The aim of this work is to better understand the structuring processes in low fat dairy emulsions. Model sodium caseinate-galactomannan aqueous two-phase systems (NaCAS-GM ATPS) differing in GM-type (locust bean gum (LBG), tara gum (TG), guar gum (GG), fenugreek gum (FG)) and added sugar (trehalose, sucrose, glucose and fructose) were studied by the phase-volume ratio method, rheooptics, and droplet retraction method on phase equilibria, flow behaviour and interfacial properties, respectively, at pH 5.8 and 20°C.
The results revealed that the presence of sugar in concentrations 5-40 wt% resulted in an increase in cosolubility of the phases and a decrease in interfacial tension (σ). Sugar concentrations > 40 wt% decreased cosolubility. Based on the mannose:galactose ratio of GM and type of sugar (added in concentration 15 wt%) the best cosolubility and corresponding smallest σ was attributed to FG and trehalose, respectively. The flow of ATPS depended on quiescent microstructure, the shear and physical properties of the phases. In polysaccharide-continuous ATPS, the occurrence of a shear-induced phase inversion event was observed for 0- 20 wt% sugar. A further increase in sugar concentration >20 wt% was found to suppress this phenomenon due decreased viscosity ratio and formation of thread like structures in flow.

Type of Work:Ph.D. thesis.
Supervisor(s):Norton, Ian and Cox, Philip William
School/Faculty:Colleges (2008 onwards) > College of Engineering & Physical Sciences
Department:Department of Chemical Engineering
Keywords:Phase equilibria; microstructure; viscometry; phase inversion; interfacial tension; galactomannans; sodium caseinate; sugars.
Subjects:TP Chemical technology
Institution:University of Birmingham
ID Code:3528
This unpublished thesis/dissertation is copyright of the author and/or third parties.

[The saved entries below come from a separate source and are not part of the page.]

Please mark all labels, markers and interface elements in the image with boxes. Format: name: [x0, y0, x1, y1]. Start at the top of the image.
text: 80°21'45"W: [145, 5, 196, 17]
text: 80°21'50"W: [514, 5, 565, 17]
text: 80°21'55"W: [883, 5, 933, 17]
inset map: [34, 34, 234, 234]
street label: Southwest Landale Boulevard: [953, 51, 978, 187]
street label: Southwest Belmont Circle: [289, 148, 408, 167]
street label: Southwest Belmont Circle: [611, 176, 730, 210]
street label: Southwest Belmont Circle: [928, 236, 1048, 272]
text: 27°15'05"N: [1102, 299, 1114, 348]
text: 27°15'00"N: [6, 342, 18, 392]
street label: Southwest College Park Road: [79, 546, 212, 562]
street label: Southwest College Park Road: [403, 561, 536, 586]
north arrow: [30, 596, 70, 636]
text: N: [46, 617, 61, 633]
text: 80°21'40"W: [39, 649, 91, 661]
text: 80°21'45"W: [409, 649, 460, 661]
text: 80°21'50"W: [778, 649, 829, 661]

The intellectual property rights of the author or third parties in respect of this work are as defined by The Copyright Designs and Patents Act 1988 or as modified by any successor legislation. Any use made of information contained in this thesis/dissertation must be in accordance with that legislation and must be properly acknowledged. Further distribution or reproduction in any format is prohibited without the permission of the copyright holder.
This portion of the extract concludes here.